Tuesday, June 12, 2007

In the event of fire...

Today we had an emergency fire evacuation drill in our IT Park. I must tell you this was the best ‘event’ of its kind in all my years here. As it was an 'emergency’ (a mock one though) we were informed at a very short notice to assemble at the ‘Assembly Points’. When the person-in-charge of the ‘show’ (the expert Mr. Moiz Ahmed from Bangalore) saw most of us walking leisurely towards the lawns he began to shout into the mic, ‘walk brisk ! walk brisk!’. Apparently, it was his way of replicating the sense of urgency in the event of real mishap. But most people were very casual and didn’t seem to pay attention to his call. In fact, we took it up as one of those routine drills when we are trained to use the emergency staircases to reach the ground floor.
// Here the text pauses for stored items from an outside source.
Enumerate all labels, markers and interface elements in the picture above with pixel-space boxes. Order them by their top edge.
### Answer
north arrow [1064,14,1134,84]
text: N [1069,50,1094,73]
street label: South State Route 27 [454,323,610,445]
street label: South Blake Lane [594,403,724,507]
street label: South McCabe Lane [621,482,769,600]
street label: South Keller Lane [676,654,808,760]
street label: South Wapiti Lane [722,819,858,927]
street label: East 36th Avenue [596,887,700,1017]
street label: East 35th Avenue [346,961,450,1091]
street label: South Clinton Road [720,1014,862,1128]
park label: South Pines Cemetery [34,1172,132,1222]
Next minute Ahmed turned pretty serious and made us realize the importance of such a drill and how we should prepare ourselves for such a calamity. Nevertheless, he didn’t seem satisfied with the response of the people around. What was interesting in the whole exercise was the way in which he could motivate us to listen, realize the significance and involve ourselves in the demonstration. Instead of a theory class on crisis management, Ahmed used several techniques to make it an inspiring call to handle such crises in real life. Here are some points from the way he managed the whole ‘event’ successfully:

  • Loud voice on the mic and a stern tone that was audible to remotest part of our IT Park
  • Use of humor and wit right from the time he introduced himself through conducting the whole show, narration of real life stories about how people lost their lives in such incidents
  • Examples from landmark fire accidents in our country, that could immediately grab our attention and make us want to listen to him
  • Use of some key words like 'it’s not the fire that kills you, it’s the smoke and panic' lecture-demos, wherein we could comfortably view how one should handle such a disaster
  • Appreciation of volunteers from the audience and make them feel special, for instance, he referred to them with the names of celebrities
  • Professional demos on operating the fire extinguisher and dealing with casualty

It really requires some extraordinary people skills to turn an uninspiring topic like fire safety into an ‘entertaining’ show that invited public applause at regular intervals. At times, Ahmed resembled a magician who performs several feats on the stage and invites participation from the audience. This was a good example of how one can add elements of edutainment in a serious topic. Well, thirty years of experience in Fire Department is not something that can be taken lightly! On my way back home, I saw him repeating this session for other buildings in the IT park with same gusto and fervor.

Monday, June 11, 2007

OTC drugs at Medical retail outlets

Last weekend was my annual bout of cold and viral infection. It was time for me to 'update my anti-virus' with new dosage of antibiotics prescribed by my physician. Whenever I fall sick, I prefer to call the medical shop for home delivery of medicines. This time when I called up, the shop, the counter guy promptly told me that there was nobody available for home delivery and it may take hours since it was a Sunday. Nevertheless, I reeled out my list of medication on phone and told him that I’d come and collect it personally. Well, it was not all that comfortable when I had to gear up for that quick drive with my running nose, sneezes and feverish feeling, coupled with the general irritation that there was nobody around to help me avoid going out in that muggy weather.

Of late I started visiting new MedPlus retail chain, because that’s the closest to where I live. In fact, you can find at least four such shops in about 2 kilometers radius. (I'm not sure if such a mushrooming of medical outlets is a good sign keeping in view the general tendency of people to pop in a pill at their own risk)

In the shop, there were already five customers waiting for the medicines out of which only one had a valid prescription. Others were all OTC customers with 'self-prescribed' drugs. One of them was reeling out names of several tablets and capsules (most of them seemed to be vitamins and dietary supplements) and when the guy at the counter was unable to match his speed, he even helped him with the numbers/codes with which they classify the medicines. I was simply amazed at the ease with which he recollected the numbers and location of those rows of identical boxes. Perhaps, he was a regular customer and he could point out where which medicine was stored. Of course, his unusual memory helped the shop guy to speed up his search but it suggested a quite a dangerous trend - how easily people can buy various types of drugs without any formal presription from the physician! To top it, 'customer-friendly' retailing such as home-delivery and 24X7 availability also encourages people to pick any pill that they feel is right for that moment - right from vitamins to antibiotics.